The gene pool of the 3,600 tigers that remain in the wild is dangerously shallow, says a group of biologists at Stanford University. By keeping different tiger subspecies separate -- as they are now -- the flow of tiger genes constricts, putting the big cats at higher risk of inheriting lethal diseases.
Simply increasing the number of tigers isn't the key to saving species, says Elizabeth Hadley, Stanford biologist and co-author of a recent study in the Journal of Heredity. Instead, allowing tigers to breed across further distances -- by building wildlife corridors or crossbreeding wild and captive tigers -- will bolster the cats' long-term survival.

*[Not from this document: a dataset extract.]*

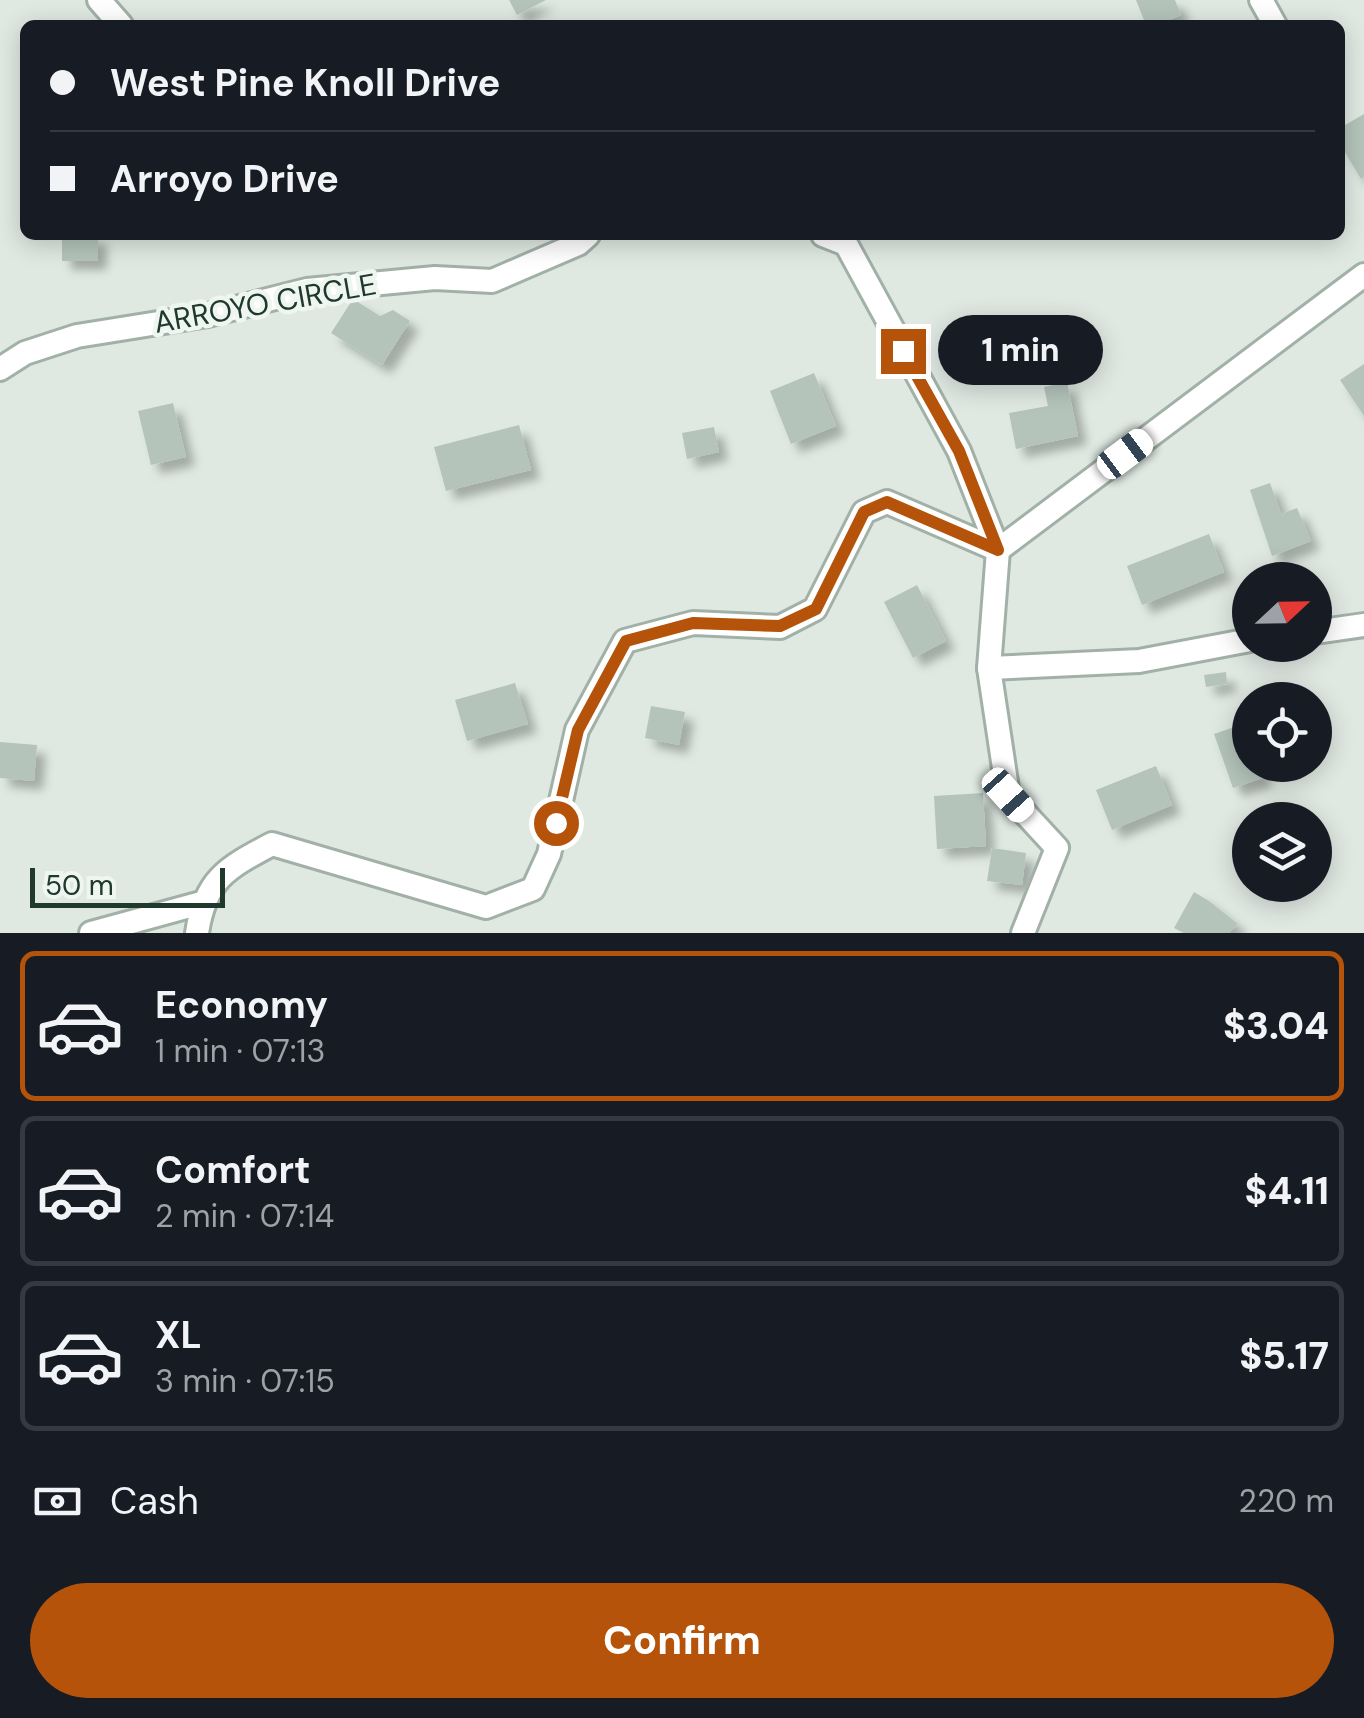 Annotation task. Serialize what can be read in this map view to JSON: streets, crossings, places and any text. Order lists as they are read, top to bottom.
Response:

The Stanford scientists draw a parallel between tigers and Florida panthers. In 1995, there were only 30 Florida panthers. Crossbreeding those cats with closely-related panthers may have saved the Florida panther from extinction. By 2008, Florida panthers tripled in number -- and at the same time, the rate of genetic disorders dropped.
This study highlights the importance of individual tigers, shooting holes in the argument that zoos can kill animals in the name of genetic diversity. "This is very much counter to the ideas that many managers and countries have now -- that tigers in zoos are almost useless and that interbreeding tigers from multiple countries is akin to genetic pollution," Hadley says.